This is the mail archive of the
fortran@gcc.gnu.org
mailing list for the GNU Fortran project.
Re: Coarray article for the upcoming GCC Summit.
- From: Bill Long <longb at cray dot com>
- To: MOENE Toon <toon dot moene at cnrm dot meteo dot fr>
- Cc: fortran at gcc dot gnu dot org, j dot k dot reid at rl dot ac dot uk, dannagle at verizon dot net
- Date: Wed, 23 Apr 2008 11:47:48 -0500
- Subject: Re: Coarray article for the upcoming GCC Summit.
- Organization: Cray Inc.
- References: <4809C31C.9080502@cnrm.meteo.fr> <480CC606.8090603@cray.com> <480F279E.9010908@cnrm.meteo.fr>
- Reply-to: longb at cray dot com
MOENE Toon wrote:
Bill Long wrote:
6) While this might have been omitted because of space limits, the
capability to have allocatable and pointer components of a coarray
structure is a very important feature in the language.

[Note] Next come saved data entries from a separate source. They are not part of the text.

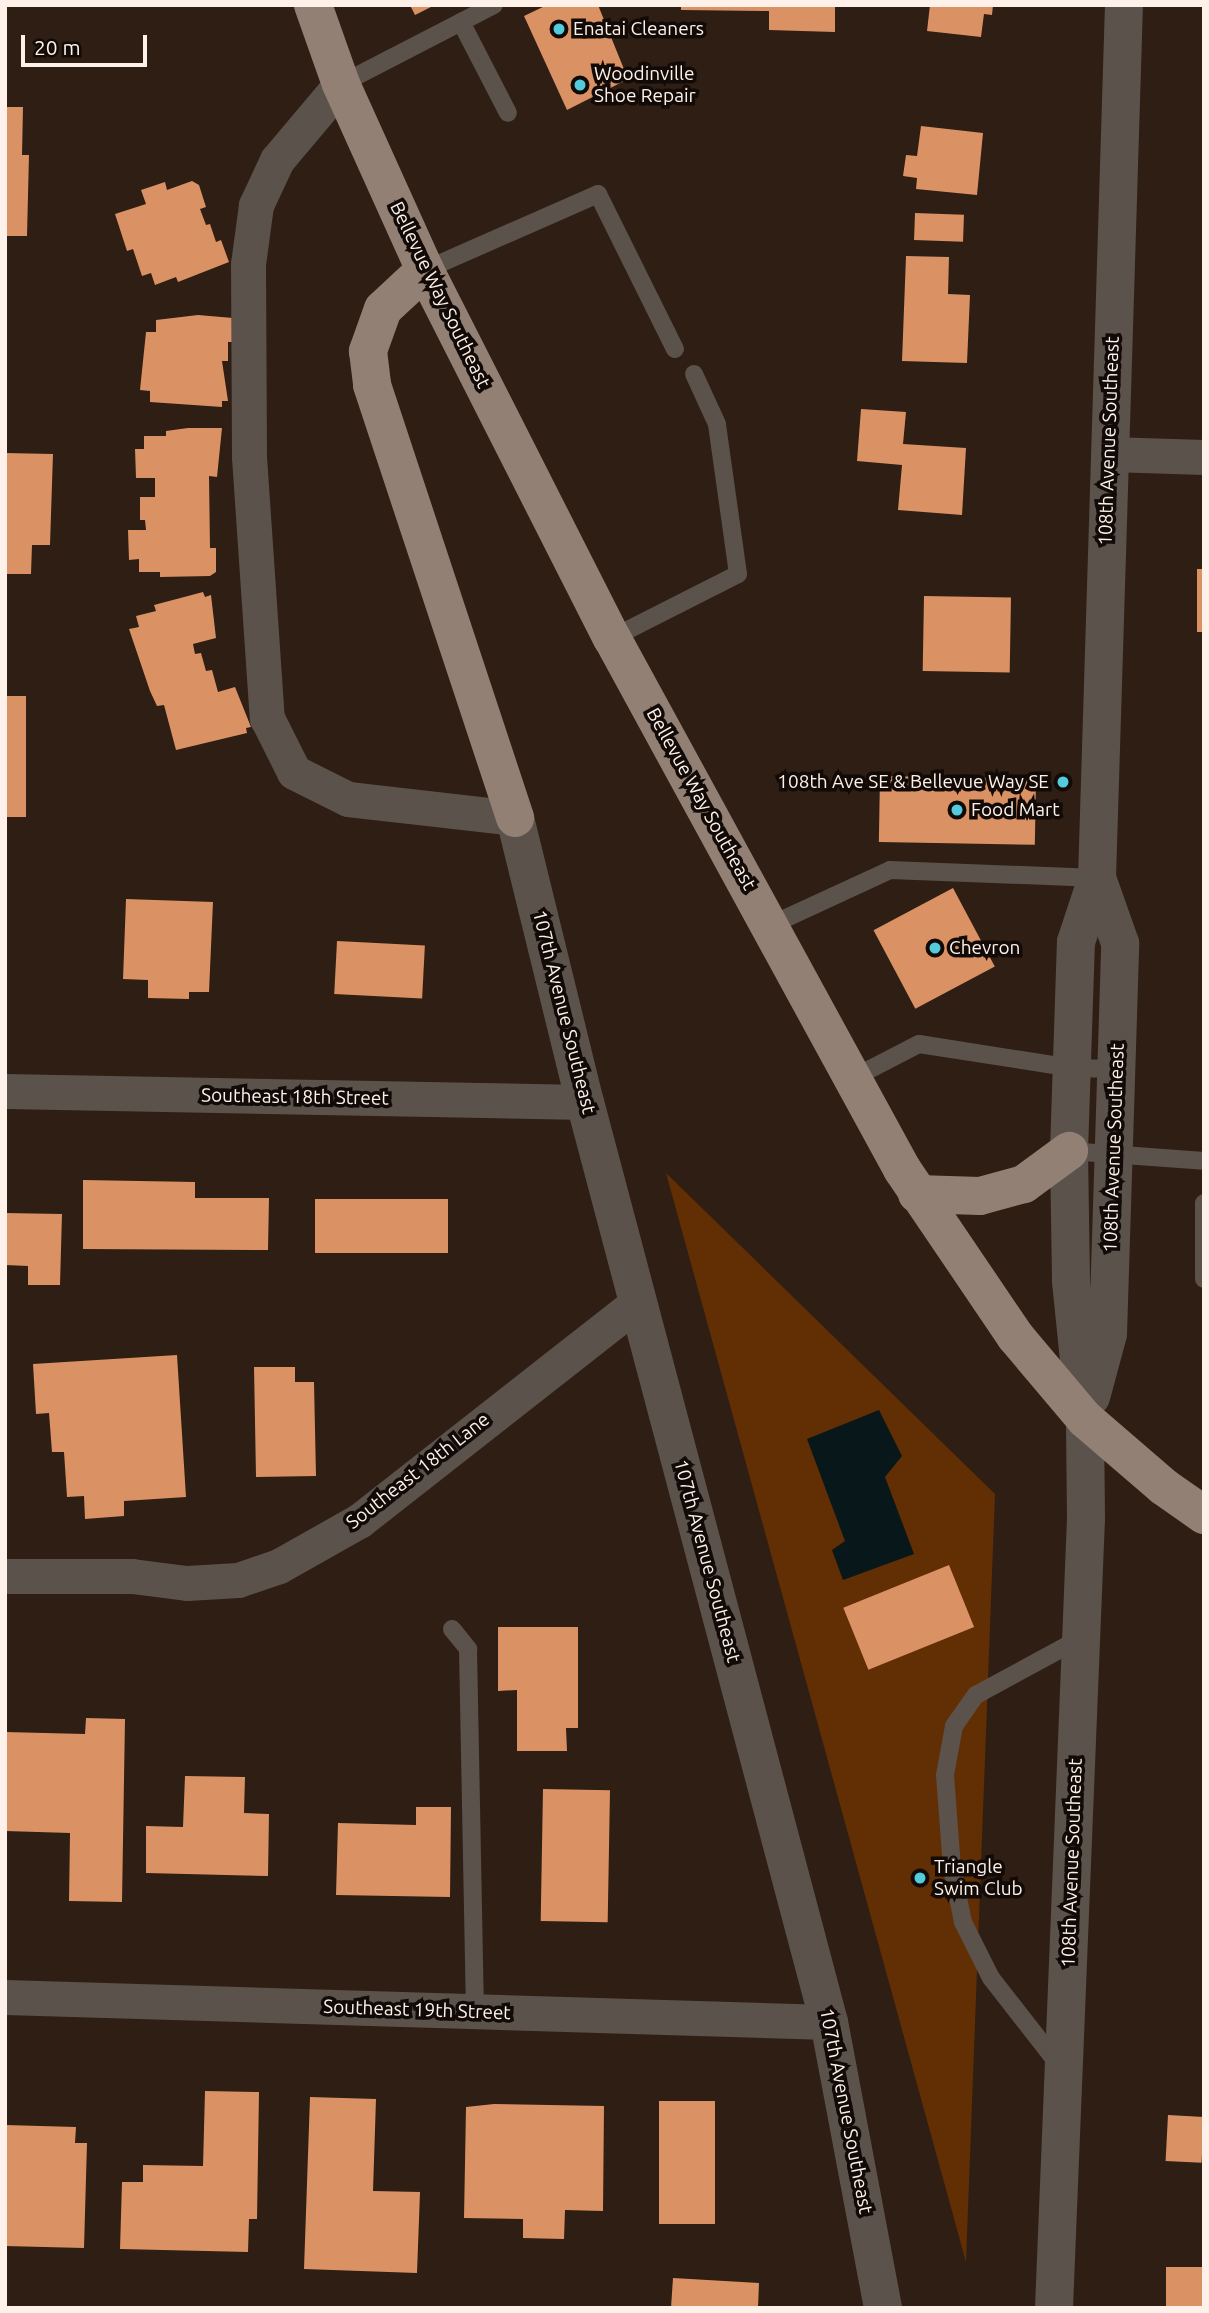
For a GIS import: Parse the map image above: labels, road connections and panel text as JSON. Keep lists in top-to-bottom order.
{
  "streets": {
    "main road": ["Bellevue Way Southeast"],
    "street": [
      "108th Avenue Southeast",
      "107th Avenue Southeast",
      "Southeast 18th Street",
      "Southeast 18th Lane",
      "Southeast 19th Street"
    ]
  },
  "crossings": [
    ["Bellevue Way Southeast", "108th Avenue Southeast"],
    ["107th Avenue Southeast", "Southeast 18th Street"],
    ["107th Avenue Southeast", "Southeast 18th Lane"],
    ["107th Avenue Southeast", "Southeast 19th Street"]
  ],
  "places": [
    "Enatai Cleaners",
    "Woodinville Shoe Repair",
    "108th Ave SE & Bellevue Way SE",
    "Food Mart",
    "Chevron",
    "Triangle Swim Club"
  ],
  "scale_bar": "20 m"
}
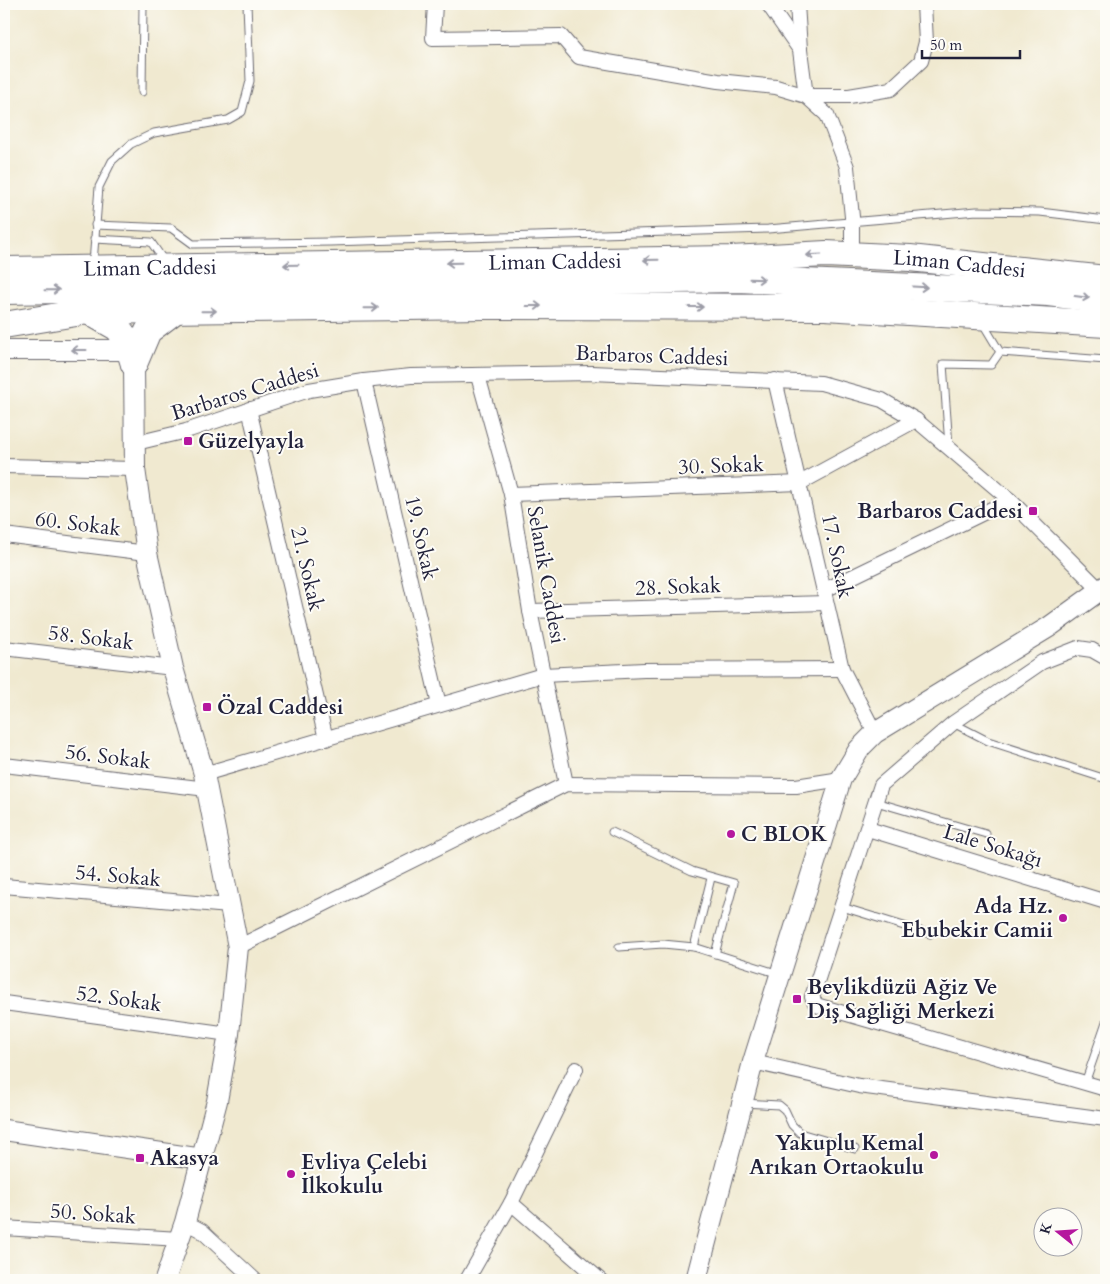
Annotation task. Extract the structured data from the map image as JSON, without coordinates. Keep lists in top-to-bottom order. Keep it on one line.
{"streets":{"highway":["Liman Caddesi"],"street":["Barbaros Caddesi","30. Sokak","60. Sokak","19. Sokak","17. Sokak","21. Sokak","Selanik Caddesi","28. Sokak","58. Sokak","56. Sokak","Lale Sokağı","54. Sokak","52. Sokak","50. Sokak"]},"crossings":[["Barbaros Caddesi","30. Sokak"],["Barbaros Caddesi","19. Sokak"],["Barbaros Caddesi","17. Sokak"],["Barbaros Caddesi","21. Sokak"],["Barbaros Caddesi","Selanik Caddesi"],["Barbaros Caddesi","28. Sokak"],["30. Sokak","17. Sokak"],["30. Sokak","Selanik Caddesi"],["17. Sokak","28. Sokak"],["Selanik Caddesi","28. Sokak"]],"places":{"transit":["Güzelyayla","Barbaros Caddesi","Özal Caddesi","Beylikdüzü Ağiz Ve Diş Sağliği Merkezi","Akasya"],"other":["C BLOK","Ada Hz. Ebubekir Camii","Yakuplu Kemal Arıkan Ortaokulu","Evliya Çelebi İlkokulu"]},"scale_bar":"50 m","north":"left"}
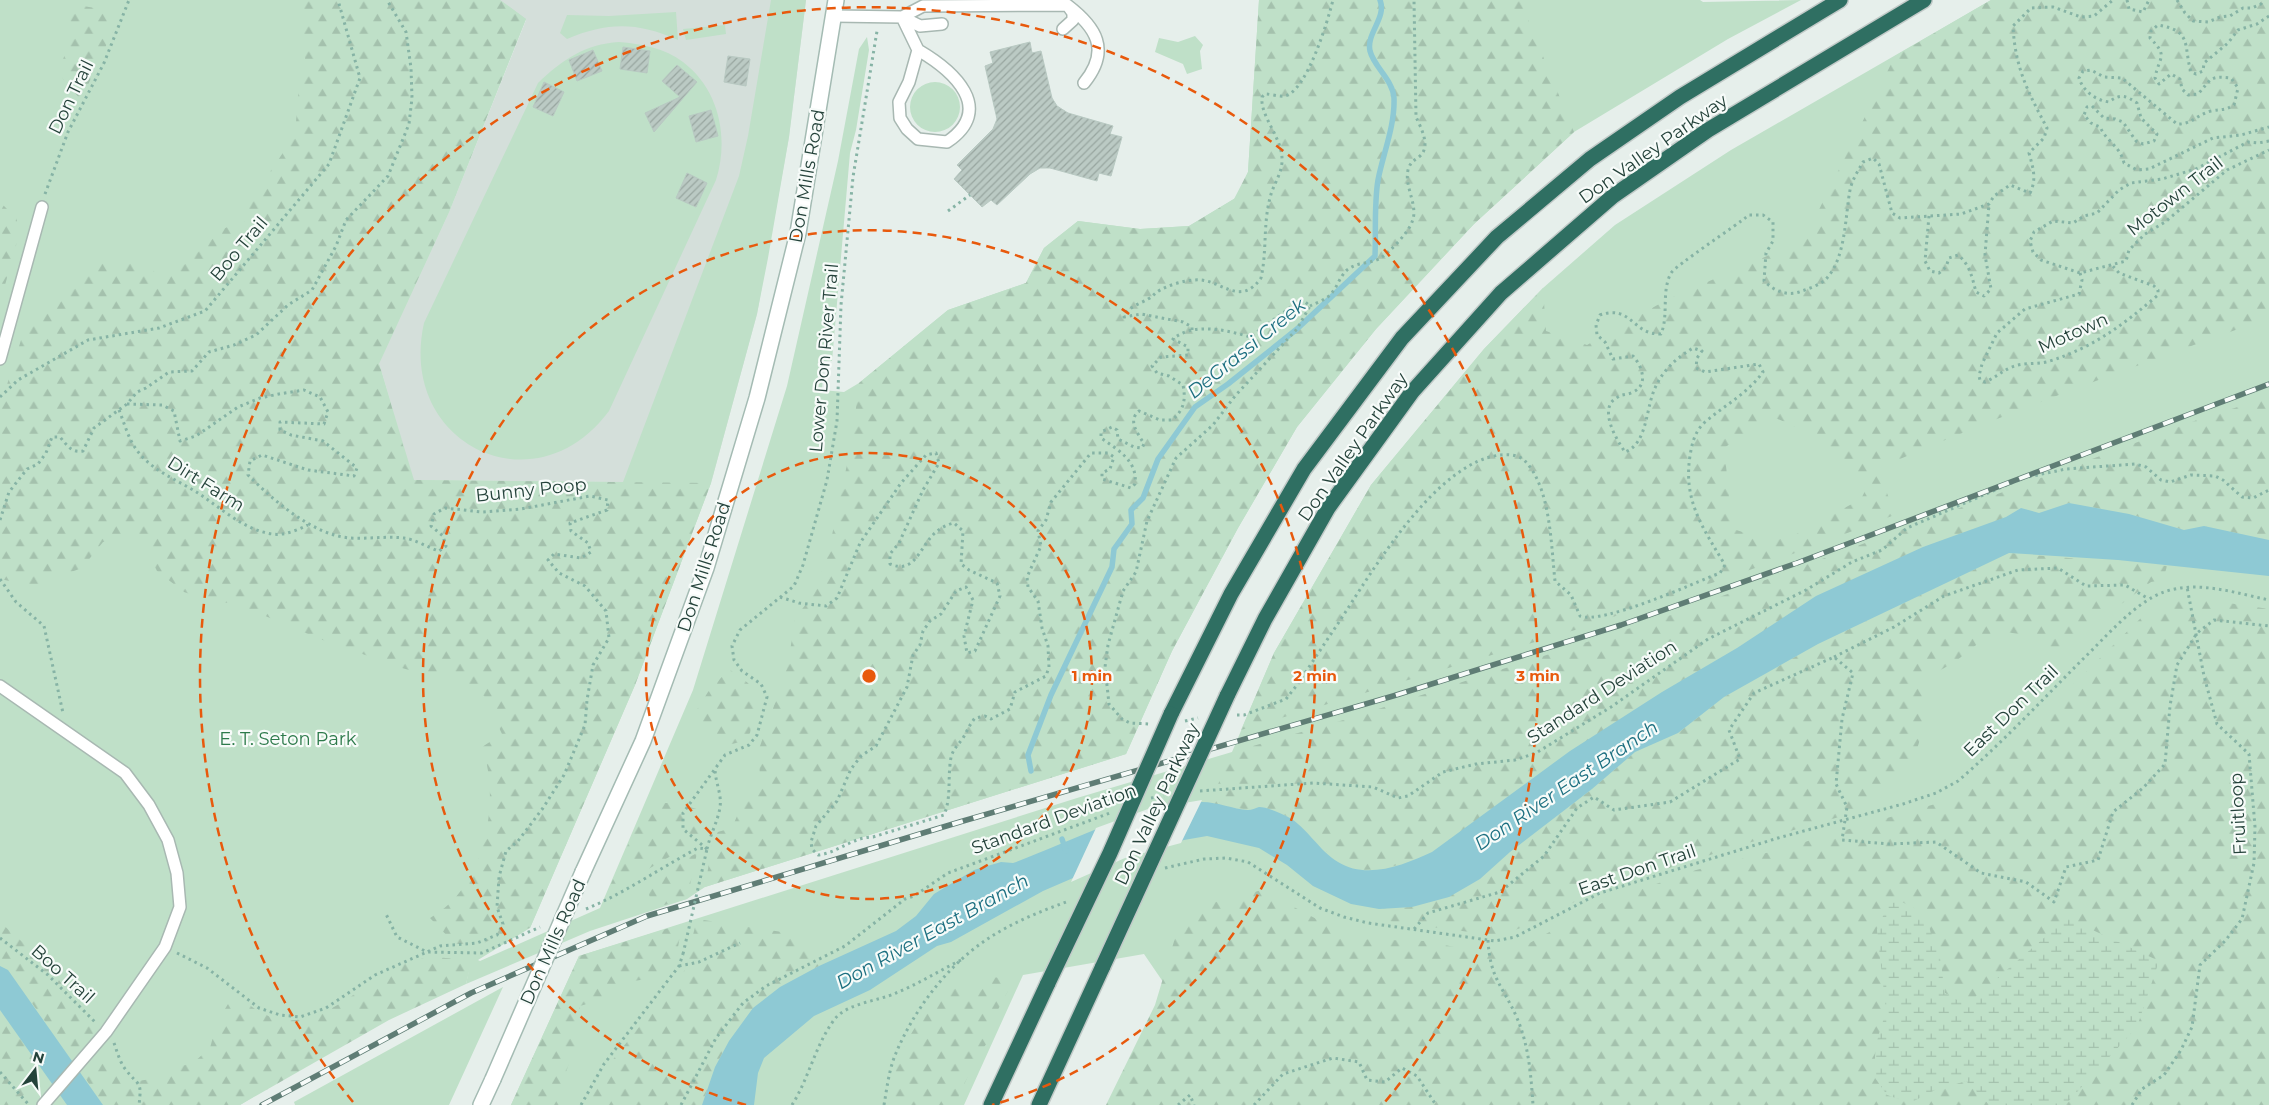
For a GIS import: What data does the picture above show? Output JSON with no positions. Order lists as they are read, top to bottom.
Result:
{
  "streets": {
    "highway": ["Don Valley Parkway"],
    "main road": ["Don Mills Road"],
    "path": [
      "Don Trail",
      "Motown Trail",
      "Boo Trail",
      "Motown",
      "Lower Don River Trail",
      "Dirt Farm",
      "Bunny Poop",
      "Standard Deviation",
      "East Don Trail",
      "Fruitloop"
    ]
  },
  "crossings": [
    ["Motown Trail", "Motown"],
    ["Dirt Farm", "Bunny Poop"],
    ["East Don Trail", "Fruitloop"]
  ],
  "water": ["DeGrassi Creek", "Don River East Branch"],
  "parks": ["E. T. Seton Park"],
  "north": "top",
  "rings": ["1 min", "2 min", "3 min"]
}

Thanks for all your useful suggestions. I have thought a bit about
this one. As the point of view of my paper is: How difficult is it
to add coarrays to GNU Fortran, I try to shy away from too much detail
that doesn't make the implementation difficult (after all, arrays of
structures with components are already possible - and dealt with by
the GNU Fortran front end).
Is there some difficulty with coarrays here that I am overlooking ?
The Rice University group has had two problems in this area, though
neither affect our (Cray's) implementation. As background, our general
implementation of coarrays on our vector systems works like this:
Coarrays are placed in a separate "symmetric" heap that starts at the
same base address on each image and contains only coarrays. Because of
the restrictions on allocatable coarrays, it is always possible to store
coarrays such that the base address for a particular coarray is the same
on each image. This allows you to know the address of a remote coarray
reference using only the local address information for the same
coarray. For ordinary and allocatable coarrays this is pretty
straightforward, and Rice seems to have no problem addressing static
coarrays.
In the case of allocatable components of a coarray structure, the
entity with the symmetric (i.e. same across images) address is the dope
vector that represents the allocatable array in the structure. The
actual memory for the allocated object is in the local, ordinary heap.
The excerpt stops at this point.